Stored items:
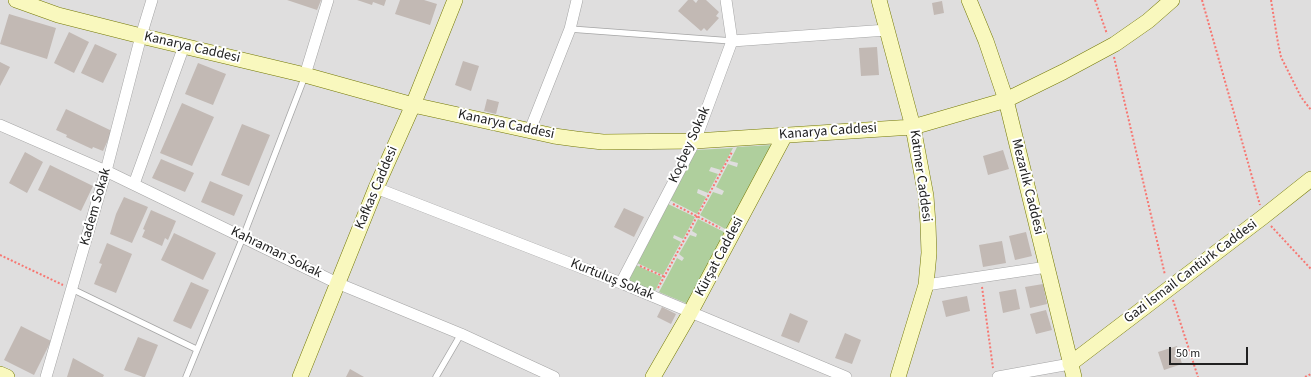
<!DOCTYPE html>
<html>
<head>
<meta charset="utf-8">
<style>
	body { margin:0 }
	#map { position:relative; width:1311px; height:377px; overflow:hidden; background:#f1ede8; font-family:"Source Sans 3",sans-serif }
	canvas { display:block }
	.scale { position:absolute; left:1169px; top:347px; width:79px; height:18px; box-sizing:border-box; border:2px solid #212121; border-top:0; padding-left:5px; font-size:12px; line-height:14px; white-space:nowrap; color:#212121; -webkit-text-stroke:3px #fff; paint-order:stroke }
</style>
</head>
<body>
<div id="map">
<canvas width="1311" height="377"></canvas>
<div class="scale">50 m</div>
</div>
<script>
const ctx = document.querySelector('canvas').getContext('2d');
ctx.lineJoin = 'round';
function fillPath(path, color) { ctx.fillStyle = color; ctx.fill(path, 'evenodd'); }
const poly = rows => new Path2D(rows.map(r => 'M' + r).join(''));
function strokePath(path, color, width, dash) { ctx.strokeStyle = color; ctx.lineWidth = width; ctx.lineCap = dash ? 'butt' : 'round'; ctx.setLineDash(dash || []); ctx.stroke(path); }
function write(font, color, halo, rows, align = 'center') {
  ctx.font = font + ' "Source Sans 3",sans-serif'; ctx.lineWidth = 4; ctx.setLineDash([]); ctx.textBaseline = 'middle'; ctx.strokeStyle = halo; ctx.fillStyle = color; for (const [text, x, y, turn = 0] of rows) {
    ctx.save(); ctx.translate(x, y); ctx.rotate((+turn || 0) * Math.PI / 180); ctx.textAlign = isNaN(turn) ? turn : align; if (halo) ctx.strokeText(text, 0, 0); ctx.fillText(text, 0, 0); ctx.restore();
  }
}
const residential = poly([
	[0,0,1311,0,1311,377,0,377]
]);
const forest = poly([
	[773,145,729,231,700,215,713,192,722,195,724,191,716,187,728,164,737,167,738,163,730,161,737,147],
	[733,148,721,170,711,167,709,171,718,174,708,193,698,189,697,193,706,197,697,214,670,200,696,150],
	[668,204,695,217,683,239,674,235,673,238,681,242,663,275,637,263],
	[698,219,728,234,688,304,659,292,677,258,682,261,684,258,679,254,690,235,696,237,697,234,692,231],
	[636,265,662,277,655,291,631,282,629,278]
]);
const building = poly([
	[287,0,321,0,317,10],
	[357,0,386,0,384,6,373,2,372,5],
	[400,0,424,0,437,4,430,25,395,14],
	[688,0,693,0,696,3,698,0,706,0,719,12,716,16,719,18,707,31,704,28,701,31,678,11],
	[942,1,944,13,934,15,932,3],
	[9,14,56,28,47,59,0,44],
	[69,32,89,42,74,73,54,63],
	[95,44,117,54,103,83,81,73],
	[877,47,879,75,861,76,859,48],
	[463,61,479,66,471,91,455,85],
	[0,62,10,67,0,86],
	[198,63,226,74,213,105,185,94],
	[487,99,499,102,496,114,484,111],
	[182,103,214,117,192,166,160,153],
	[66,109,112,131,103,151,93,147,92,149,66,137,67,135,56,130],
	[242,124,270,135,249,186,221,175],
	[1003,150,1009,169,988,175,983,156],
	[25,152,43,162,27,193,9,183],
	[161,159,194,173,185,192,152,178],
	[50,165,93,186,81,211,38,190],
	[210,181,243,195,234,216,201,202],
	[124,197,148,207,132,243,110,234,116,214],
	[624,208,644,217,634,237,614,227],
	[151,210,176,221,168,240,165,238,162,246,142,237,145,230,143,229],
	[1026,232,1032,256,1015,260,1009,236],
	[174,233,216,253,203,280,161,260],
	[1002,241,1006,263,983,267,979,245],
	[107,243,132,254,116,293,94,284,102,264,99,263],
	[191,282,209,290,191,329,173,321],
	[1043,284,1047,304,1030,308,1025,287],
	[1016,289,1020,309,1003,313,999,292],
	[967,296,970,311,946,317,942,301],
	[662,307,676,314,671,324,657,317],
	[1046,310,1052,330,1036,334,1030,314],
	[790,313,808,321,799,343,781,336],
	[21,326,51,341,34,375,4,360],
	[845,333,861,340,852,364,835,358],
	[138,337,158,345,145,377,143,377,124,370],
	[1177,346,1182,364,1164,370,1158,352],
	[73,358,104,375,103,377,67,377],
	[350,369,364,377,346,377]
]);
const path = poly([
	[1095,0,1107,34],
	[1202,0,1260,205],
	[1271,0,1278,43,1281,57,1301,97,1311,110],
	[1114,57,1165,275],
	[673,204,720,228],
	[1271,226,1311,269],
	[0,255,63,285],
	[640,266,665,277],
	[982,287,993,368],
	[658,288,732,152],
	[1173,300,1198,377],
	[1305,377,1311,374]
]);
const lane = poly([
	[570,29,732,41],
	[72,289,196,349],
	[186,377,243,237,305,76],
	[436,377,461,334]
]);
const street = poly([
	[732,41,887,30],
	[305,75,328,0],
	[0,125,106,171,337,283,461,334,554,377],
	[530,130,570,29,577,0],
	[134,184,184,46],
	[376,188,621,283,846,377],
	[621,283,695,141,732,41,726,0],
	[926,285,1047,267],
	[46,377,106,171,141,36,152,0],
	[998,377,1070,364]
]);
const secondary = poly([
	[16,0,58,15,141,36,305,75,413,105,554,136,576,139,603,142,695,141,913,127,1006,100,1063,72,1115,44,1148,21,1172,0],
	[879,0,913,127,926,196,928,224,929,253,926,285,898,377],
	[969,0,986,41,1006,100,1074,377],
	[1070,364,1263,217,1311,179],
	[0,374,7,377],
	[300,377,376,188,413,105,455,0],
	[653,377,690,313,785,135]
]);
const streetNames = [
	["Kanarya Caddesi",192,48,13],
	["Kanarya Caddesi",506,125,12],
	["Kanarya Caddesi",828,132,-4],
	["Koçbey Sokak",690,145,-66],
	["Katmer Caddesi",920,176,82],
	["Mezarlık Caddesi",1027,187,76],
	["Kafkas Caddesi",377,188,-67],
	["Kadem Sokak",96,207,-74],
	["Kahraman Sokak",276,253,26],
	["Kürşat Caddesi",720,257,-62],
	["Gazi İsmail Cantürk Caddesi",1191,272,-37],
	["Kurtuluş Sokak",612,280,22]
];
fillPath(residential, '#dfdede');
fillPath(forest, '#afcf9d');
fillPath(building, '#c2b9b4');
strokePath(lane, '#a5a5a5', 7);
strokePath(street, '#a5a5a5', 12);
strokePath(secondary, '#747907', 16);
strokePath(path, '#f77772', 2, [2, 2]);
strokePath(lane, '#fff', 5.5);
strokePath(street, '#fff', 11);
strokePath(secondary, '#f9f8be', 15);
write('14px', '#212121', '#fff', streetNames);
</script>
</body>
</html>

...

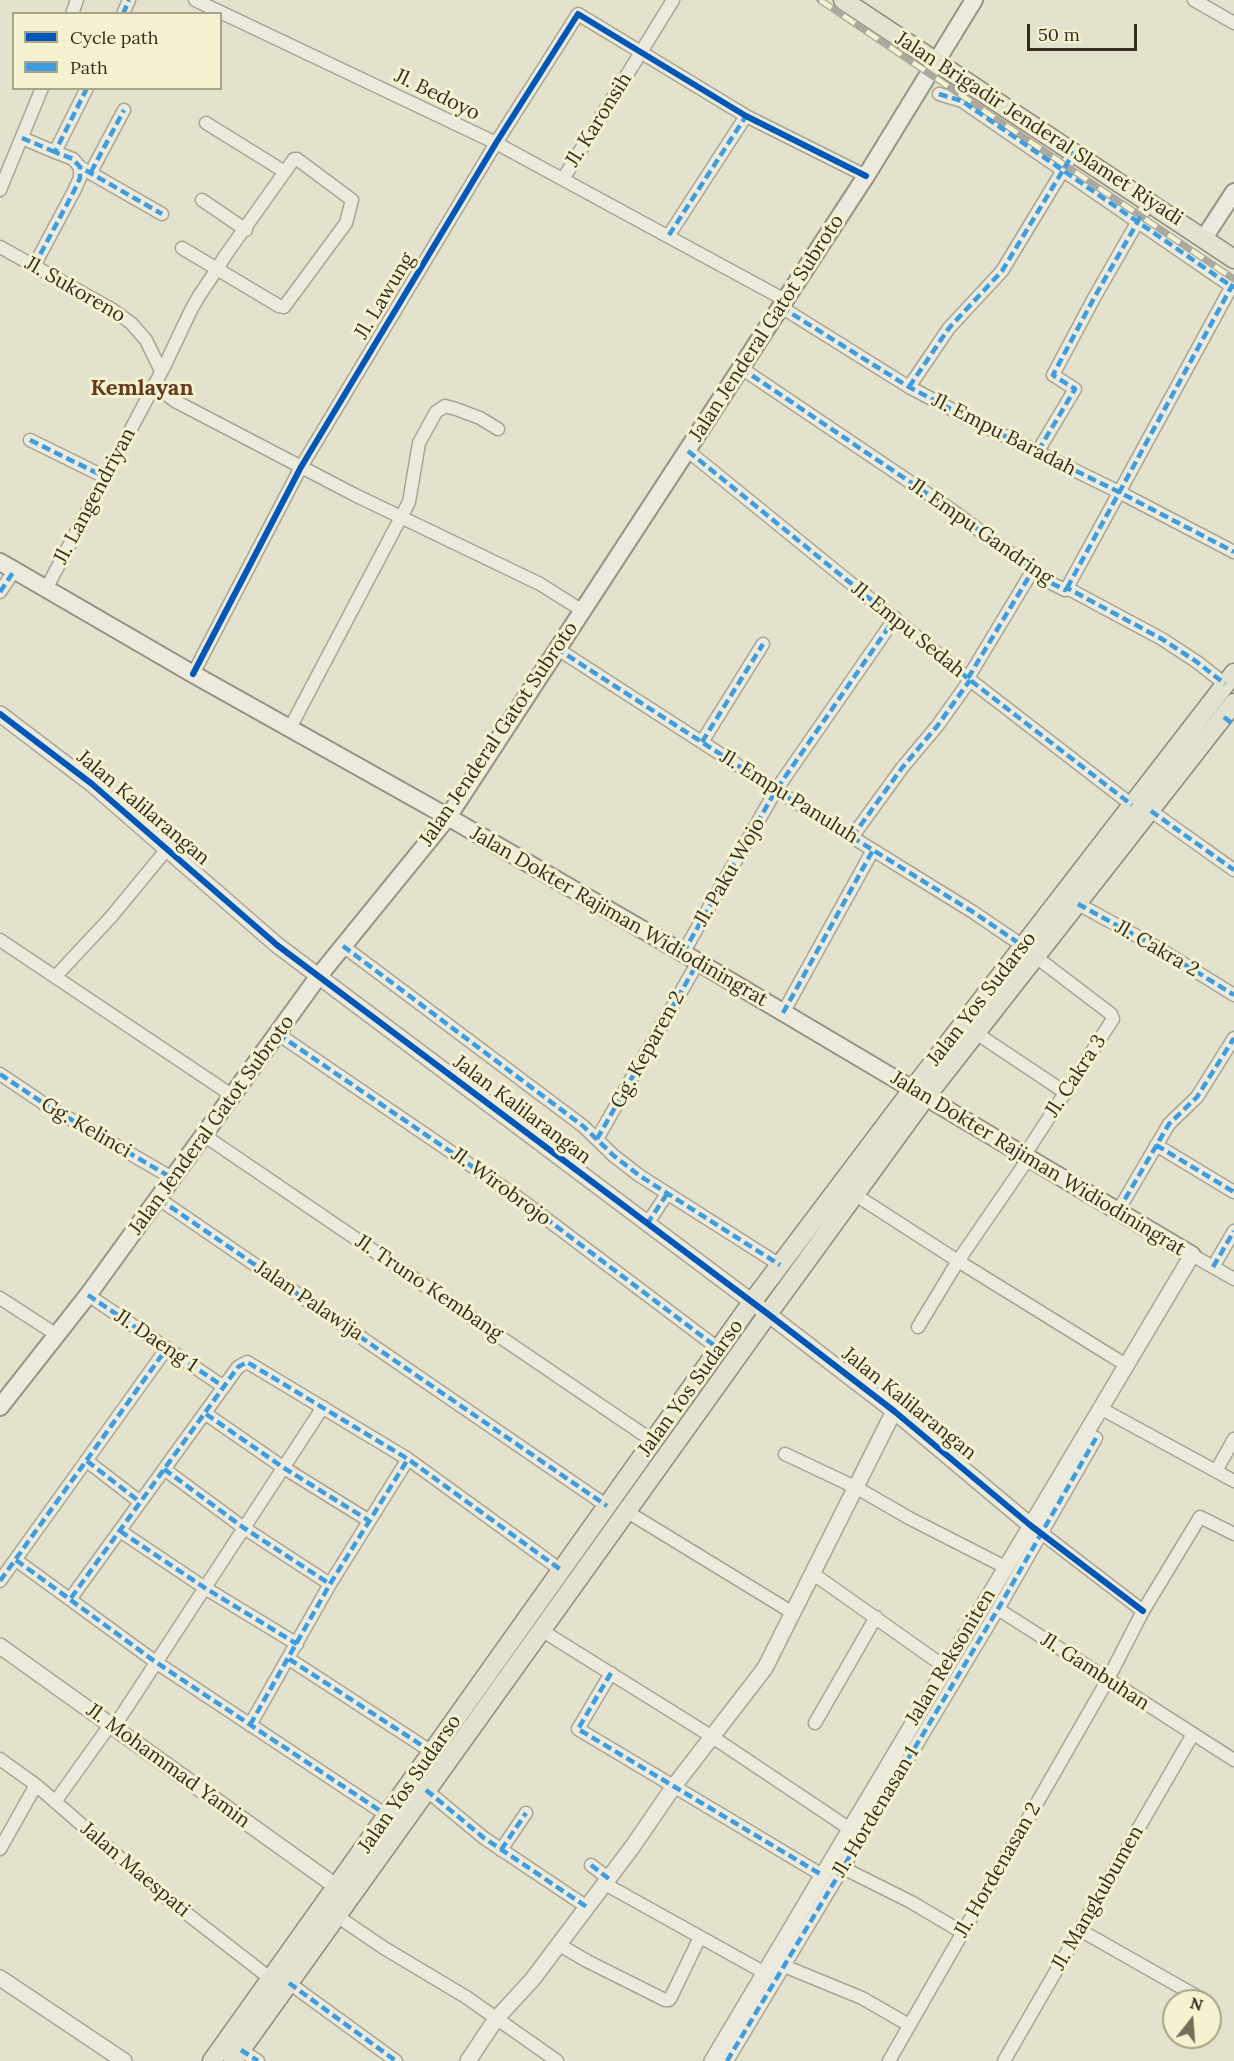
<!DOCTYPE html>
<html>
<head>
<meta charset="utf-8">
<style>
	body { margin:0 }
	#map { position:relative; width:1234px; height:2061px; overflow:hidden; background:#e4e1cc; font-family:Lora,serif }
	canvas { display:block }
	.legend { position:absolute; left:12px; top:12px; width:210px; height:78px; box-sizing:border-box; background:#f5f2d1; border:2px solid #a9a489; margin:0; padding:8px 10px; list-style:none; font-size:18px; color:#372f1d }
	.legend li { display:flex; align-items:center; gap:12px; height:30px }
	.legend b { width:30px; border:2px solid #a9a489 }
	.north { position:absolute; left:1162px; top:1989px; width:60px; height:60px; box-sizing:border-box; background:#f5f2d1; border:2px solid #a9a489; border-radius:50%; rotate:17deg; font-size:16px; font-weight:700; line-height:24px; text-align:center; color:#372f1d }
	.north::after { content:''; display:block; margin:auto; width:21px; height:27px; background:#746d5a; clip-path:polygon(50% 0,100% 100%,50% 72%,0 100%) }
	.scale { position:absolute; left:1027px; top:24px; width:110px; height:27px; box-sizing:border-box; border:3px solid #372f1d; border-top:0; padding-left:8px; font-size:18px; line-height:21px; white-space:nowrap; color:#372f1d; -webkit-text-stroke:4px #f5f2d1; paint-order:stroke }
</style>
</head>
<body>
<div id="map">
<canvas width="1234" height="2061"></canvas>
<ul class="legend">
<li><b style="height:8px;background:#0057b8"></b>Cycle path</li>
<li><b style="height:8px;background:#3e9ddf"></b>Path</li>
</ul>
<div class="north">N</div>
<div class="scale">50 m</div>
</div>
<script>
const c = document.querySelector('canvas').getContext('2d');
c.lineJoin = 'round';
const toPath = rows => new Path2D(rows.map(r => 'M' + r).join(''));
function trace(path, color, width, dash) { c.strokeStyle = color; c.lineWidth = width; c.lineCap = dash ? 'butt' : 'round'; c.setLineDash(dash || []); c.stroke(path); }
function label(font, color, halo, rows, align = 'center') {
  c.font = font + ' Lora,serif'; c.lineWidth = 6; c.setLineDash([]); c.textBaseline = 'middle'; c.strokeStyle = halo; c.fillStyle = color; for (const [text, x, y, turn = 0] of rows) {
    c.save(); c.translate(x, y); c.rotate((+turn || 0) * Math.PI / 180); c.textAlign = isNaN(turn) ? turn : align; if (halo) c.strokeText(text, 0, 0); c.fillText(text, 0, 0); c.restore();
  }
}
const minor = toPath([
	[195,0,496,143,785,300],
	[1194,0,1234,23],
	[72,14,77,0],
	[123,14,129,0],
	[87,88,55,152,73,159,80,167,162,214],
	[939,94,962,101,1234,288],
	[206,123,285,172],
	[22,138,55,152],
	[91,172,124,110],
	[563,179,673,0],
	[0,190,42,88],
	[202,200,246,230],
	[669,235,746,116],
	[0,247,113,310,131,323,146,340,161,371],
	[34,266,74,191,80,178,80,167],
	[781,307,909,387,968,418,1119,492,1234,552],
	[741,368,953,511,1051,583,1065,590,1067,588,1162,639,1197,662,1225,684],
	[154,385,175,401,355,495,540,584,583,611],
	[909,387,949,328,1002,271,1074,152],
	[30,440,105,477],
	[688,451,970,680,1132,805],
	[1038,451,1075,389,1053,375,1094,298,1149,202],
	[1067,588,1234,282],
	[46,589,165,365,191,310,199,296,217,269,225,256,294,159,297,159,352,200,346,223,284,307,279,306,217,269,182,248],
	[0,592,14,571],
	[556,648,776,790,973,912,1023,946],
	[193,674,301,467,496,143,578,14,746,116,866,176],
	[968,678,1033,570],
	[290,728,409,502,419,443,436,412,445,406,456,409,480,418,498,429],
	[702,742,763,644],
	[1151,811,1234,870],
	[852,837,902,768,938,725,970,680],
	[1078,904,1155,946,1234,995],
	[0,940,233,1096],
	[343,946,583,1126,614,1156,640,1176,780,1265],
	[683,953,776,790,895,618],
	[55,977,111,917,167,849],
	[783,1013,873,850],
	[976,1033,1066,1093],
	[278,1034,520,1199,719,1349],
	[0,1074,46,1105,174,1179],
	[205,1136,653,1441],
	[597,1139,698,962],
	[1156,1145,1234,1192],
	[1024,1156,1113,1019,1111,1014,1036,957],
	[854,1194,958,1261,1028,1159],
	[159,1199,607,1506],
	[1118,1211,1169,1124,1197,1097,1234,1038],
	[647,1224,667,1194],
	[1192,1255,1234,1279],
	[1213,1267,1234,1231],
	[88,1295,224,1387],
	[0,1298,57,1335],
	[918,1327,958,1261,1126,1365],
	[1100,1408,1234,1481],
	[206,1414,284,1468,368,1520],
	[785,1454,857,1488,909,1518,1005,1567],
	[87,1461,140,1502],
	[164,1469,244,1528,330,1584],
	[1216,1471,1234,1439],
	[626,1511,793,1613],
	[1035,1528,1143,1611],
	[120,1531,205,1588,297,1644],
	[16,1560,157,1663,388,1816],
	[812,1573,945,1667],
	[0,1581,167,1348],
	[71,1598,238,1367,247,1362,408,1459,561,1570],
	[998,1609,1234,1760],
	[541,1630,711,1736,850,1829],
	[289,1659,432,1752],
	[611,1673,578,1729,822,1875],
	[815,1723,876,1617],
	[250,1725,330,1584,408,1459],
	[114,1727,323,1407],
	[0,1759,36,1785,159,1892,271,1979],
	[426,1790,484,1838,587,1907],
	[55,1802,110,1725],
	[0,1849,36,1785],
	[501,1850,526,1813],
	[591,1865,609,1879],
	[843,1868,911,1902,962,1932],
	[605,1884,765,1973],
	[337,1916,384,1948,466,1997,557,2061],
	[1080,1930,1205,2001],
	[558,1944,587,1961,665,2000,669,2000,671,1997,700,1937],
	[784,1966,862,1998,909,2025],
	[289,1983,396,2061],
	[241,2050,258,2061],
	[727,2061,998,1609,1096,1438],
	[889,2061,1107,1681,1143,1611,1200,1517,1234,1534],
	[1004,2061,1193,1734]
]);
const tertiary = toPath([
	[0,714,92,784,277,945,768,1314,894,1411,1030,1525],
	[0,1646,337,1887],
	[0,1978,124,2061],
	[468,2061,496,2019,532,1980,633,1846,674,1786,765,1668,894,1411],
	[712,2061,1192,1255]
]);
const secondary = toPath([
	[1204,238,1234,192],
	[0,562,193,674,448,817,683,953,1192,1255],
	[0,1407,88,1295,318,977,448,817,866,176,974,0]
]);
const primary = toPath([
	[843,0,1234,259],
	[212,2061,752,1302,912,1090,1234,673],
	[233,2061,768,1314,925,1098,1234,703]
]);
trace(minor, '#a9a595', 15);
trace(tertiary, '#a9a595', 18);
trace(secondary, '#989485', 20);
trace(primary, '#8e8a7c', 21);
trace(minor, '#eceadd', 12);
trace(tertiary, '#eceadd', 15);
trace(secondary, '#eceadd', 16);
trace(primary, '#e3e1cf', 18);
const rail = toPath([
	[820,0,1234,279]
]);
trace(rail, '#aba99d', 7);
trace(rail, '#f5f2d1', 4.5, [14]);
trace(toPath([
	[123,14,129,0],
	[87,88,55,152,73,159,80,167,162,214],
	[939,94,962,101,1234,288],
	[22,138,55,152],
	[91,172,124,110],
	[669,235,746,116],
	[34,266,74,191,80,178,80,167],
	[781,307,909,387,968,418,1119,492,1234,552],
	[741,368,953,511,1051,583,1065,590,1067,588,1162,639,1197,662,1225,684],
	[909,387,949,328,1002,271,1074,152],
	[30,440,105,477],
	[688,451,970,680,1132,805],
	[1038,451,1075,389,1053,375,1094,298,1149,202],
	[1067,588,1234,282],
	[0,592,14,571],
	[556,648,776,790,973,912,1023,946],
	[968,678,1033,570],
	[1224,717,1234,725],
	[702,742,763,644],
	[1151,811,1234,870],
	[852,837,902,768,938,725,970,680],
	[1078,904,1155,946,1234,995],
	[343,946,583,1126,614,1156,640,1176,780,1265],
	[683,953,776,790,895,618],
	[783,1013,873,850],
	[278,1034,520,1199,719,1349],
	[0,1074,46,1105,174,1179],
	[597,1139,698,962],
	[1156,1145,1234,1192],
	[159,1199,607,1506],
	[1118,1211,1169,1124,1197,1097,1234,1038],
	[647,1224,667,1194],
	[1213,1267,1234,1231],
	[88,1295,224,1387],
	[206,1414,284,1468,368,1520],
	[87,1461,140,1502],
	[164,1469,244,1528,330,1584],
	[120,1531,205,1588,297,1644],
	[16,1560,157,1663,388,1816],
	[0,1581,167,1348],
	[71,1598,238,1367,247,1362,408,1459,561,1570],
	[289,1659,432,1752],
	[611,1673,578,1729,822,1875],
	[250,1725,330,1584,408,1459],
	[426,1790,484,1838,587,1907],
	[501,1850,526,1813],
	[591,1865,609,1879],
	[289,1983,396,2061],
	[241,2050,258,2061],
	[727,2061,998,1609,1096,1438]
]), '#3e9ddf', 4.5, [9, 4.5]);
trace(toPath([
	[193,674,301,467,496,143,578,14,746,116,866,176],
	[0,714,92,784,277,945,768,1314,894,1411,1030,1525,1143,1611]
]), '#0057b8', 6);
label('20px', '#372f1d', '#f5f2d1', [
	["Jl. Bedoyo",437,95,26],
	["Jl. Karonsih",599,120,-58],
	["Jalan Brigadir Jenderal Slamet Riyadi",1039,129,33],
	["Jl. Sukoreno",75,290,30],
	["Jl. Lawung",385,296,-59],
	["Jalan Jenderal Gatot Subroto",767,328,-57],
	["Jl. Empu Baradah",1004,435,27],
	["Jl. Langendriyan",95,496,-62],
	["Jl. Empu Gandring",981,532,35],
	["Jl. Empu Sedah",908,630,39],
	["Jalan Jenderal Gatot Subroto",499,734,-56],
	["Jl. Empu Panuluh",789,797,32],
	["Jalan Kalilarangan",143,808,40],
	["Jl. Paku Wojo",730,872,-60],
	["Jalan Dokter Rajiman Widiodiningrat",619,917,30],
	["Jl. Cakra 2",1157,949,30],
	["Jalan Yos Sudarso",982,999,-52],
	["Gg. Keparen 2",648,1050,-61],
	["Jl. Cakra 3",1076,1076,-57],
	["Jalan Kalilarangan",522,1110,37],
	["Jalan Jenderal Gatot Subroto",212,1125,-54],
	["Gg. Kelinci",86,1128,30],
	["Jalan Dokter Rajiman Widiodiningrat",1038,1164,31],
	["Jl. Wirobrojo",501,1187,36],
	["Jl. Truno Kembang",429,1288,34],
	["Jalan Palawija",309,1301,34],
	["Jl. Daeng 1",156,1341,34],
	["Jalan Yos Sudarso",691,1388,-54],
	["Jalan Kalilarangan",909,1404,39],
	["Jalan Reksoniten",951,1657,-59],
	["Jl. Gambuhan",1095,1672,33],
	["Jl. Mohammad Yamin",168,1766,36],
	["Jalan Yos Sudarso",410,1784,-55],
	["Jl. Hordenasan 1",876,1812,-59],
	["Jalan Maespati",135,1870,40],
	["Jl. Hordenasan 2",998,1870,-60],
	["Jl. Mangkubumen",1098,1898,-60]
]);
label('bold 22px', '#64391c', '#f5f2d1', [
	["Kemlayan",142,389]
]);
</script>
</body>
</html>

ACTIVITY: List every line above that contains the word "fillStyle".

REPLY:
function fillPath(path, color) { ctx.fillStyle = color; ctx.fill(path, 'evenodd'); }
  ctx.font = font + ' "Source Sans 3",sans-serif'; ctx.lineWidth = 4; ctx.setLineDash([]); ctx.textBaseline = 'middle'; ctx.strokeStyle = halo; ctx.fillStyle = color; for (const [text, x, y, turn = 0] of rows) {
  c.font = font + ' Lora,serif'; c.lineWidth = 6; c.setLineDash([]); c.textBaseline = 'middle'; c.strokeStyle = halo; c.fillStyle = color; for (const [text, x, y, turn = 0] of rows) {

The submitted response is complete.